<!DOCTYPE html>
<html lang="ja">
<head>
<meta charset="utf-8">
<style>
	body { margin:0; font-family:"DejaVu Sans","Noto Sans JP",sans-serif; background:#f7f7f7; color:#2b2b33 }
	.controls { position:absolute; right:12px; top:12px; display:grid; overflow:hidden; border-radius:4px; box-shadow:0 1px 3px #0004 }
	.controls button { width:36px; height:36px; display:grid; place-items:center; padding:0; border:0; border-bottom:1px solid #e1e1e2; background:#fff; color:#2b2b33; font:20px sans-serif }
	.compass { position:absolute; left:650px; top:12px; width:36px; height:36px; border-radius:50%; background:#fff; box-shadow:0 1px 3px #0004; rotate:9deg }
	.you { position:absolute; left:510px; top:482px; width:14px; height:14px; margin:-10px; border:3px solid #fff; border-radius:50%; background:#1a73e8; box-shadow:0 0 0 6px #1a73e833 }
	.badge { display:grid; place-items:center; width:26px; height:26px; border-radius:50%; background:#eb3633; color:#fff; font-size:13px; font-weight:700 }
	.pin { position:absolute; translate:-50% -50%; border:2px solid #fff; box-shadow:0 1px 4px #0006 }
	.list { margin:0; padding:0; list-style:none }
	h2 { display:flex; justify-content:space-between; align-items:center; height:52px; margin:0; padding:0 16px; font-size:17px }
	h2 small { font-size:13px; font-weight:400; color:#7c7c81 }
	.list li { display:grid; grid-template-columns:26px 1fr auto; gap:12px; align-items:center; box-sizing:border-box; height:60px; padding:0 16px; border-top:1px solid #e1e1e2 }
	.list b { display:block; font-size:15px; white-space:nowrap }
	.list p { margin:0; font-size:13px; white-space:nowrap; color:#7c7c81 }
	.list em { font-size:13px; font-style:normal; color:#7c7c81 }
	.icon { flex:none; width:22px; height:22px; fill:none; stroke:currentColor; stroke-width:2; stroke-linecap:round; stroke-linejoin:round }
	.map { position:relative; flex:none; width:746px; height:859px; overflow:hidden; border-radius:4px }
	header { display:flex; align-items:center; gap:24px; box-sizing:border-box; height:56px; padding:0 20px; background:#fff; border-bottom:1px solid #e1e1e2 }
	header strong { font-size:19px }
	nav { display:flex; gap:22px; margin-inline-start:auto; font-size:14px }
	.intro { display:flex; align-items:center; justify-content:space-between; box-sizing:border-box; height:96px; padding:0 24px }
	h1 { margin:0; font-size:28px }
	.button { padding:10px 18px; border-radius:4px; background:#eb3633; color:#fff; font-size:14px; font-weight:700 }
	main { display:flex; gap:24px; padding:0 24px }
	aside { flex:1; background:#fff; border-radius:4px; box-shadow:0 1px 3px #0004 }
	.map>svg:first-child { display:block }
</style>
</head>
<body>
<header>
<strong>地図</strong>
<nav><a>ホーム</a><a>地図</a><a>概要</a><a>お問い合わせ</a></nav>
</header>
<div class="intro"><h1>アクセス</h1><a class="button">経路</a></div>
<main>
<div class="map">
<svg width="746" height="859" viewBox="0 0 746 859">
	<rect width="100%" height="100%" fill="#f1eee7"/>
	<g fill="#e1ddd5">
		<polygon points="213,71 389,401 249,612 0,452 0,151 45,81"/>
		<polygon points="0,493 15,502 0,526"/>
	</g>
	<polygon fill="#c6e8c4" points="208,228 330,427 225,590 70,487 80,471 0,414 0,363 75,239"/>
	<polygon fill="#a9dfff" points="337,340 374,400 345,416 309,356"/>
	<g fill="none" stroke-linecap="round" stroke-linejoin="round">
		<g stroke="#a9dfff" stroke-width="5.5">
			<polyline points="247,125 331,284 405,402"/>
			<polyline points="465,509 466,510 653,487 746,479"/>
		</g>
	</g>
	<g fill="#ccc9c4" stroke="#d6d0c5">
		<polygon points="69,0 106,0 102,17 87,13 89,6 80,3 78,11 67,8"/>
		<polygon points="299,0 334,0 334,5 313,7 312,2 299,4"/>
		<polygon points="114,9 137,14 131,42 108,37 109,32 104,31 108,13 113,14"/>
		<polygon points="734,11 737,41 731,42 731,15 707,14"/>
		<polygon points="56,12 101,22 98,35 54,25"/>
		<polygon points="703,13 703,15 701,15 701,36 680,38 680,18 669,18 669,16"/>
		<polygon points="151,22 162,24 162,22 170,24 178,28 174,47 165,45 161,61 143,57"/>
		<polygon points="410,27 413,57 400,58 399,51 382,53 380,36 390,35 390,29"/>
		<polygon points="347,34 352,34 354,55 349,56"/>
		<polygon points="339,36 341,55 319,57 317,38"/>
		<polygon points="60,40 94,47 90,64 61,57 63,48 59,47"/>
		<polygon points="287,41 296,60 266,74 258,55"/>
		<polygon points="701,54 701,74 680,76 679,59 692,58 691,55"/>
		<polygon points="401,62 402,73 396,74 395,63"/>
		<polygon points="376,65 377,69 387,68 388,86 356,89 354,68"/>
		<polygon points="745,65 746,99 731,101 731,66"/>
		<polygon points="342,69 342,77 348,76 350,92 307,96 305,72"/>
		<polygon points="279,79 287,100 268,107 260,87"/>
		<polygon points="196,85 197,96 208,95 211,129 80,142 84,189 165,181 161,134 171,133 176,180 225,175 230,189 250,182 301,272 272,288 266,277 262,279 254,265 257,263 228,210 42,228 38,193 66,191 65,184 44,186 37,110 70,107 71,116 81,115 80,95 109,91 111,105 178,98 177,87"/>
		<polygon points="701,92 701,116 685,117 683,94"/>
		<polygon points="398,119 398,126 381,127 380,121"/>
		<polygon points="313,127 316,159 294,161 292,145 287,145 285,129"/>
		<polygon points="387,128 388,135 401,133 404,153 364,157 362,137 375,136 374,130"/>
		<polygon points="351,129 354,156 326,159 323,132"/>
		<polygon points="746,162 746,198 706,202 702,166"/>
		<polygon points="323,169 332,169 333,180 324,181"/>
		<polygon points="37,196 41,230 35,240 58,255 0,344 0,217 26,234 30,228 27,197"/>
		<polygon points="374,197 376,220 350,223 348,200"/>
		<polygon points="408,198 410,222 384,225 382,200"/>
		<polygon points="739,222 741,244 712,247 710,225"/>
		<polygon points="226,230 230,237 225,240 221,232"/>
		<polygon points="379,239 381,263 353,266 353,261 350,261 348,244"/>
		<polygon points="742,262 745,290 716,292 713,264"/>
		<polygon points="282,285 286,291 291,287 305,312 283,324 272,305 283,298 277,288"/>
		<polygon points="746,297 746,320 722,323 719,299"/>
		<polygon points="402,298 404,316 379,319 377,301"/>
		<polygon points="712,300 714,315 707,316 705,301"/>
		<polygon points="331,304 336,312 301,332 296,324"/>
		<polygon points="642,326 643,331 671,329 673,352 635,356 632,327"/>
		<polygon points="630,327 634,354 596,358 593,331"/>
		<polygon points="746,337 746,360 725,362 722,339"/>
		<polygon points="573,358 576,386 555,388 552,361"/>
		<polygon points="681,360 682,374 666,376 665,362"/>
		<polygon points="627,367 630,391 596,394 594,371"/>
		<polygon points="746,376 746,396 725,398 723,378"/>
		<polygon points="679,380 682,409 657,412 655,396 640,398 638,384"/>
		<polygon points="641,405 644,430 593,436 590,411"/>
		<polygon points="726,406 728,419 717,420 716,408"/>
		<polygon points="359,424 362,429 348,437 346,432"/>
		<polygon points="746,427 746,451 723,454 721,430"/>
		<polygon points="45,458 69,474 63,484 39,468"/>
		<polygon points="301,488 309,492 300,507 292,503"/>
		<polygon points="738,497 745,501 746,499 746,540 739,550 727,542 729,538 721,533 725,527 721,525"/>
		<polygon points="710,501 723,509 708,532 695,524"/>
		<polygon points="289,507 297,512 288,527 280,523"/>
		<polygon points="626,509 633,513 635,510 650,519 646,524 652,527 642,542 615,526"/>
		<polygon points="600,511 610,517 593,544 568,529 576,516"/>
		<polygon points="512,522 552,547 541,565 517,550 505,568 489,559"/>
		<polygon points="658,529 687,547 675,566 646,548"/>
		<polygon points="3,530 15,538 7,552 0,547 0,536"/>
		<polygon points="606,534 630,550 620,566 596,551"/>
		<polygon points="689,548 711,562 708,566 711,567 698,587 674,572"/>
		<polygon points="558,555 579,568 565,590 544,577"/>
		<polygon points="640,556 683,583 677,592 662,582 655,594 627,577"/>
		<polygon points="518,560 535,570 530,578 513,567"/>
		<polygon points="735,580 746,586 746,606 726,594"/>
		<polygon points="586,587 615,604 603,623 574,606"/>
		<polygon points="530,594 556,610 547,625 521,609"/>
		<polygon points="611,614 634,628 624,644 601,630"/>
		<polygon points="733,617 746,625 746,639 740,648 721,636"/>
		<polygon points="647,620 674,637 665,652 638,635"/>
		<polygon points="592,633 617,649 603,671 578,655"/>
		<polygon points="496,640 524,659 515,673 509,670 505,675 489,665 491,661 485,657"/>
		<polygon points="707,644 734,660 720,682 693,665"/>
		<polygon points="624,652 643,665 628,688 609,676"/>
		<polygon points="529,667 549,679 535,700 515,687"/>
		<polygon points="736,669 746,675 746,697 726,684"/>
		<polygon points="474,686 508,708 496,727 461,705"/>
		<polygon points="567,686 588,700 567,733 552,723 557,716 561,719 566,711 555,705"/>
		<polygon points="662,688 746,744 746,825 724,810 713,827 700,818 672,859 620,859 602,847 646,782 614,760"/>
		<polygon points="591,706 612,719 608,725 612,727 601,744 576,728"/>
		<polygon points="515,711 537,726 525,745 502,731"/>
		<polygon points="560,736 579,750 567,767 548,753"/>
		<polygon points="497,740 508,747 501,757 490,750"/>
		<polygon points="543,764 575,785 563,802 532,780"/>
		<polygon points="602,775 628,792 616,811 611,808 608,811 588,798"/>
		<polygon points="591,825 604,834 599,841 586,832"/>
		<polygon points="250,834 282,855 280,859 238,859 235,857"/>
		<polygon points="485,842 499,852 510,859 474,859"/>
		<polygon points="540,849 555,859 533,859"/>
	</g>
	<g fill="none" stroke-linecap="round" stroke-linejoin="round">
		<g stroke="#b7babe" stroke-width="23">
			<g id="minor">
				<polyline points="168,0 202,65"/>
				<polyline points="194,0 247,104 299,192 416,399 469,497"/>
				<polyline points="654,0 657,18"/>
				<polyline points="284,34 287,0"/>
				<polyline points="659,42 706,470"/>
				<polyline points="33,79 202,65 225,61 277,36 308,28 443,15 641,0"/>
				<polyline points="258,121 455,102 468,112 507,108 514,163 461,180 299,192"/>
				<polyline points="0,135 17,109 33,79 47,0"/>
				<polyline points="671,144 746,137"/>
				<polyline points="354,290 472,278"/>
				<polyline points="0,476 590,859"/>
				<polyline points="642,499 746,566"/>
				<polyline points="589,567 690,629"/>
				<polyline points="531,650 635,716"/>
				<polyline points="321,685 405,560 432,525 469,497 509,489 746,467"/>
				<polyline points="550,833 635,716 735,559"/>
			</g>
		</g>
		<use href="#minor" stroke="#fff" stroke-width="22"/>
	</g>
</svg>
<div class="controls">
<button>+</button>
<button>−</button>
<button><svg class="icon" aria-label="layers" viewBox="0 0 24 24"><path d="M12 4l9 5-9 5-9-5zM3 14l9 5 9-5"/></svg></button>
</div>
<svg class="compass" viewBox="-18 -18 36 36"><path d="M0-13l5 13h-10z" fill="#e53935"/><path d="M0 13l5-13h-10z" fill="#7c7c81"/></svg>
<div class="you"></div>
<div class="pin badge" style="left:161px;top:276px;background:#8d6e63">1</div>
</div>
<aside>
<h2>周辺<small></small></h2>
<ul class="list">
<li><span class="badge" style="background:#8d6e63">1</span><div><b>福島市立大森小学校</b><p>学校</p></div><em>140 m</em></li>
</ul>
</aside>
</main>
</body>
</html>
☆ ☆ ☆ ☆
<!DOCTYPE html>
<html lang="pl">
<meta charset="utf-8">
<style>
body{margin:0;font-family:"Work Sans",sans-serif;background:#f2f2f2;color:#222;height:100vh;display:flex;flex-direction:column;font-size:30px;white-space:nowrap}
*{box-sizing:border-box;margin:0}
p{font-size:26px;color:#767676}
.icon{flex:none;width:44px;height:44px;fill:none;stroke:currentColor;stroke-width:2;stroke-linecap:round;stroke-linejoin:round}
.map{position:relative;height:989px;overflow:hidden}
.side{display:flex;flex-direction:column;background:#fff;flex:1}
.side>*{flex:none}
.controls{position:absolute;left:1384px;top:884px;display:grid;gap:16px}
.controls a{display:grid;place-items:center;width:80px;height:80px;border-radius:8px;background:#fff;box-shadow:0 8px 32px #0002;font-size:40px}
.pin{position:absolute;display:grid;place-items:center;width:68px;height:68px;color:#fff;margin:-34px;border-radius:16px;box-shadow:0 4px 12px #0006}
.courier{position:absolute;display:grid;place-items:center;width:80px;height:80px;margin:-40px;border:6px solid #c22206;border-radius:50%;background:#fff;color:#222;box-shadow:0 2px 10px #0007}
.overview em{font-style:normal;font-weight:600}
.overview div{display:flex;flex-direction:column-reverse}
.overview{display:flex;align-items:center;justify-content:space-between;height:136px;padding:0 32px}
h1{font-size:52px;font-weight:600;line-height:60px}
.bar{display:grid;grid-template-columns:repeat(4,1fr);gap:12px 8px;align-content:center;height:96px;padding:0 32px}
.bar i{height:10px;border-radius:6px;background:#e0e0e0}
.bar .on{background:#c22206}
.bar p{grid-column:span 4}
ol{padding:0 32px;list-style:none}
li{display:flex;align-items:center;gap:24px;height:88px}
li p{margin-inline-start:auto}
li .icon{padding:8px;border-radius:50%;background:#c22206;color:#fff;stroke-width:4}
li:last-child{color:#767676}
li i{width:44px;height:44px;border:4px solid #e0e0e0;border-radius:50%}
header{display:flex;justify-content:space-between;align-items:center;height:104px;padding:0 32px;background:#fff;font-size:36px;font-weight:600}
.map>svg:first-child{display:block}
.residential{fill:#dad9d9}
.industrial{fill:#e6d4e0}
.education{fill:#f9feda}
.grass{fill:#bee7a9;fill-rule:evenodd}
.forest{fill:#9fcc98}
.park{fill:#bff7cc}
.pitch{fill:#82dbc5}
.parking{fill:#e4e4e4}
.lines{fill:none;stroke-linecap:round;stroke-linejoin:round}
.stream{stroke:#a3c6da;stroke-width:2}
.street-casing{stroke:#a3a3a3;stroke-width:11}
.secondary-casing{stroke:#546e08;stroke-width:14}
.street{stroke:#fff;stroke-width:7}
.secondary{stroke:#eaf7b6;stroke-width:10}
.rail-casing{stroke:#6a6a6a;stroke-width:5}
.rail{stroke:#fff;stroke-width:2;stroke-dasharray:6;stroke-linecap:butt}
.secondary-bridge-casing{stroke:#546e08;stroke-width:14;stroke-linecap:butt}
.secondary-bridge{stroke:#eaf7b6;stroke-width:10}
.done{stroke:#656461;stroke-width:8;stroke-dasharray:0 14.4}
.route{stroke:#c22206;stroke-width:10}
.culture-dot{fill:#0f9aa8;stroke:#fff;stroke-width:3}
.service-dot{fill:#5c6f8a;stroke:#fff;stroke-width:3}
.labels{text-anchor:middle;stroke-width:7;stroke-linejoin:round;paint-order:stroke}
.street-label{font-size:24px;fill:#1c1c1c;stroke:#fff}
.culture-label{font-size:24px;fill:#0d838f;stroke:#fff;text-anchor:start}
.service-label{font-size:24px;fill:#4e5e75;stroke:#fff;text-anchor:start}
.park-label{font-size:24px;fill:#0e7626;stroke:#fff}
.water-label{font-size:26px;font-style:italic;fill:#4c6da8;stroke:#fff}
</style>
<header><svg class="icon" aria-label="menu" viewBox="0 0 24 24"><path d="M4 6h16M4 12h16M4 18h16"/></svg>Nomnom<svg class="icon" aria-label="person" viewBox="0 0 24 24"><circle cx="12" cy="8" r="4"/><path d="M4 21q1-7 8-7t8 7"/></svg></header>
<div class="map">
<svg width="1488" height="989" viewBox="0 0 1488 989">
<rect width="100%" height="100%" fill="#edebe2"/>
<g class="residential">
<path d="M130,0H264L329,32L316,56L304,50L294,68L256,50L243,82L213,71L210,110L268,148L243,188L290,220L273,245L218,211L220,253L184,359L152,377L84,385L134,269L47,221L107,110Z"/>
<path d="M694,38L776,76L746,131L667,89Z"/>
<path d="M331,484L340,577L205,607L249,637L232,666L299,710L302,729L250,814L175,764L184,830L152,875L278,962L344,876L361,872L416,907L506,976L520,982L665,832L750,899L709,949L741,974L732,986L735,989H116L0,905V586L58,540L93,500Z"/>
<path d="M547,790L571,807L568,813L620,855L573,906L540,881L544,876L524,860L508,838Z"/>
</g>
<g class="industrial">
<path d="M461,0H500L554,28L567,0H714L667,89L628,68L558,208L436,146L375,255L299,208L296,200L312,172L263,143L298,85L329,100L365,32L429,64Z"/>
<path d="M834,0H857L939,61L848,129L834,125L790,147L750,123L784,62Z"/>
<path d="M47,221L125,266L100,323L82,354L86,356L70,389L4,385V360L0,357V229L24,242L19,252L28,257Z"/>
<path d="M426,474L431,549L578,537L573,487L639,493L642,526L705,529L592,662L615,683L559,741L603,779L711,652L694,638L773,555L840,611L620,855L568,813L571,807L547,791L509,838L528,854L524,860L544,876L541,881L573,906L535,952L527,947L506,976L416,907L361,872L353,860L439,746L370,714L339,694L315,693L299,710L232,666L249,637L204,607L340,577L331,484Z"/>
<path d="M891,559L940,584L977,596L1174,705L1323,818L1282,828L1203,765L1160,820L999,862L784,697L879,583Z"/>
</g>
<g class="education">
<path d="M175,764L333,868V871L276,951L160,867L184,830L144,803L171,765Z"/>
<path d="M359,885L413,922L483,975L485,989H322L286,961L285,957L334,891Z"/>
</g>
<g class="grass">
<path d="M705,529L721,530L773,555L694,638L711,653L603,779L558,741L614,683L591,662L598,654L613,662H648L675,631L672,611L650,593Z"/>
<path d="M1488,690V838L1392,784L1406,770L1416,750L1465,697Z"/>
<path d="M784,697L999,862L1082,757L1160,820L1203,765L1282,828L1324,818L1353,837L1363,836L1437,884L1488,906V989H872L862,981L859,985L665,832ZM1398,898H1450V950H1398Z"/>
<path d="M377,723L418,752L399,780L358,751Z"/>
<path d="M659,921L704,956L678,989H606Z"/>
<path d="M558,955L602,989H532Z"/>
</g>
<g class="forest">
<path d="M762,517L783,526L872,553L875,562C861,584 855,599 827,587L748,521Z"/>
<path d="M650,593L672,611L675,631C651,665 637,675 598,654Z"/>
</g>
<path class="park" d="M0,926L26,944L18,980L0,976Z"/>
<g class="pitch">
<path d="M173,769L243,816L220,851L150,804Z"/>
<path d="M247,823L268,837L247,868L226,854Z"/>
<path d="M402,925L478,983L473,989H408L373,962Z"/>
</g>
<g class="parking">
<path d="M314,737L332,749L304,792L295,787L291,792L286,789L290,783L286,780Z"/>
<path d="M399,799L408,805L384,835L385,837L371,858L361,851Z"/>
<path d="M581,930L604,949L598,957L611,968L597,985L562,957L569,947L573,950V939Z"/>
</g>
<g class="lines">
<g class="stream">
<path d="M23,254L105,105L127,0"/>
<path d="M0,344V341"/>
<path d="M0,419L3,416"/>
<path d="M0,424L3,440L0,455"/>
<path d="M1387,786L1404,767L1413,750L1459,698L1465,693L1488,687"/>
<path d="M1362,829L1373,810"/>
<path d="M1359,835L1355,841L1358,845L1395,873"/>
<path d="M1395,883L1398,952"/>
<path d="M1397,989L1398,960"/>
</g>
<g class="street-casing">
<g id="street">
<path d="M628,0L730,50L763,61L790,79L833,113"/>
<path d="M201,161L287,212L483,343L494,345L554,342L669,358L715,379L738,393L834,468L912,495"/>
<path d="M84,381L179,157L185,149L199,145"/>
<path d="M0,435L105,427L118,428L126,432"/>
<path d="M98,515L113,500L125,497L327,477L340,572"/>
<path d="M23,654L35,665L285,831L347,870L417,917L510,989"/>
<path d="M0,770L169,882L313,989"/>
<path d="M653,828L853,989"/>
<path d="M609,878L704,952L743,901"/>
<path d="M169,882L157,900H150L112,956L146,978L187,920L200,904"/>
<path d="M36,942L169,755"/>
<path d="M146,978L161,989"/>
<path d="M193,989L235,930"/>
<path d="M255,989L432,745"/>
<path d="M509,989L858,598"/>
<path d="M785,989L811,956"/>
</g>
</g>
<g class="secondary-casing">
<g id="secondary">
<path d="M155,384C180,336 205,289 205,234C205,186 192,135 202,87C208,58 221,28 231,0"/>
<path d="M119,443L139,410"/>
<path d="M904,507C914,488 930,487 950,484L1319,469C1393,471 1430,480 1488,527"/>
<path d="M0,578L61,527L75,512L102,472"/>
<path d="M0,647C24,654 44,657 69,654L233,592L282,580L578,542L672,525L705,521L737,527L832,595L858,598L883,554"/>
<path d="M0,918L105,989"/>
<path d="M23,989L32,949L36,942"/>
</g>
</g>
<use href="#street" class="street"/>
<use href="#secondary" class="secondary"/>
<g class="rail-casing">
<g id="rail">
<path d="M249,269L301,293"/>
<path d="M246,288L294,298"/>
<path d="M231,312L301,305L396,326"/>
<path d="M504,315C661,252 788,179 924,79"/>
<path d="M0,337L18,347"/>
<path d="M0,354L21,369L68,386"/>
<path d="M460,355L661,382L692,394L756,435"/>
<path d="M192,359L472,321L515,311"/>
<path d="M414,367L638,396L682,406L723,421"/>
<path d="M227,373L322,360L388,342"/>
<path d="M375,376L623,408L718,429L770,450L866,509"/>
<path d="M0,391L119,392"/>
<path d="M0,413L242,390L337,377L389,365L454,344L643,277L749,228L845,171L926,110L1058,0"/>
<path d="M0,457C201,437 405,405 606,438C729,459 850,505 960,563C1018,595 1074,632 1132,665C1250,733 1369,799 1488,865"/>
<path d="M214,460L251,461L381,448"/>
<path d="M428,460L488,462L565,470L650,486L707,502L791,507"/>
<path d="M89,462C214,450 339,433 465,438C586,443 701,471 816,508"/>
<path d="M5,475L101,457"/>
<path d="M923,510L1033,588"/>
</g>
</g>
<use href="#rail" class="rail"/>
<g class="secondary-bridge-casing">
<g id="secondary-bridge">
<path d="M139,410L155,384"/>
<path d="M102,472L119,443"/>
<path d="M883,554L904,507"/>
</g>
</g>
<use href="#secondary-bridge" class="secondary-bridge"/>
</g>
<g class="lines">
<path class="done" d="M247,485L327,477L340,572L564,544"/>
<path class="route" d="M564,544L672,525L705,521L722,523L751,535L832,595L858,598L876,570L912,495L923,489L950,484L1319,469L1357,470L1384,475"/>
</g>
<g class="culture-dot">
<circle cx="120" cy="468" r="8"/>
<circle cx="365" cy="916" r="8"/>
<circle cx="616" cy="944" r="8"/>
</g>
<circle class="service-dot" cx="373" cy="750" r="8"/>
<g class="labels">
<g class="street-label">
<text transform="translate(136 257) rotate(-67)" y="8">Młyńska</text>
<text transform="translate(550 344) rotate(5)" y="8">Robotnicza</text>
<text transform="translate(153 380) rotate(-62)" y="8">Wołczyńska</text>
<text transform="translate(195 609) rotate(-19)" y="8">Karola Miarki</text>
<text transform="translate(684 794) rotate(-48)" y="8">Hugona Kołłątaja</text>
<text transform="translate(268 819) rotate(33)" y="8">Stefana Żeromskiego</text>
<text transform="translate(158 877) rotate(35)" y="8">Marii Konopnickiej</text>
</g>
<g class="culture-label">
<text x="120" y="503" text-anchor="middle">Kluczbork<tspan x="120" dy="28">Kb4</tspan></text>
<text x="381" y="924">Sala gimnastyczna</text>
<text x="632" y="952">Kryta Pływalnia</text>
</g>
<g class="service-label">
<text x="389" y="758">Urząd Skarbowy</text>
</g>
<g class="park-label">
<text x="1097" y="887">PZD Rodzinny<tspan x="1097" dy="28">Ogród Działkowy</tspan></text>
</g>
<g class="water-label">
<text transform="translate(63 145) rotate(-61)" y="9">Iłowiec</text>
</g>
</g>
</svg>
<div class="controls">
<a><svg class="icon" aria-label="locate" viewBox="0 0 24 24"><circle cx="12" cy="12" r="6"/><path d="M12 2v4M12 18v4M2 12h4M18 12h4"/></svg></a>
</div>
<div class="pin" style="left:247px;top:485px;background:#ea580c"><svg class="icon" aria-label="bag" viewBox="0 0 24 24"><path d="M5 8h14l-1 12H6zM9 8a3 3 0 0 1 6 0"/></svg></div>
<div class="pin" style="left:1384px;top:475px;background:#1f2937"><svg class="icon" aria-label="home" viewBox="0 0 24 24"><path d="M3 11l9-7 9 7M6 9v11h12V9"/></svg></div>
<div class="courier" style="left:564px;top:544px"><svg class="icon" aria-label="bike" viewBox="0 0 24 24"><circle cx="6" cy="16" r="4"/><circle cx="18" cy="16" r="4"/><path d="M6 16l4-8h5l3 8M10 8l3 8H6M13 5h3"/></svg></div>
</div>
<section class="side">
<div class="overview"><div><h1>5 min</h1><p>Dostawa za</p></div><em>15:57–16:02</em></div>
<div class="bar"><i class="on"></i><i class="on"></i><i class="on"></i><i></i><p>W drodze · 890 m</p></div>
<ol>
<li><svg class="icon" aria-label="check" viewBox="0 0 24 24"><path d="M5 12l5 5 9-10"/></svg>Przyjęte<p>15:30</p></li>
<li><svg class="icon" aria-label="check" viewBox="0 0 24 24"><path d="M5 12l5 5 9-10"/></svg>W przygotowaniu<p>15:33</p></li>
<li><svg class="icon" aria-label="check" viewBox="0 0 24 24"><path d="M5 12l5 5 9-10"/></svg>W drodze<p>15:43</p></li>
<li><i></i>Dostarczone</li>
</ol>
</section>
☆ ☆ ☆ ☆
[WORK INSTRUCTION]: Return every line from the entries above that includes the word "normal".

[RESPONSE AREA]:
	.list em { font-size:13px; font-style:normal; color:#7c7c81 }
.overview em{font-style:normal;font-weight:600}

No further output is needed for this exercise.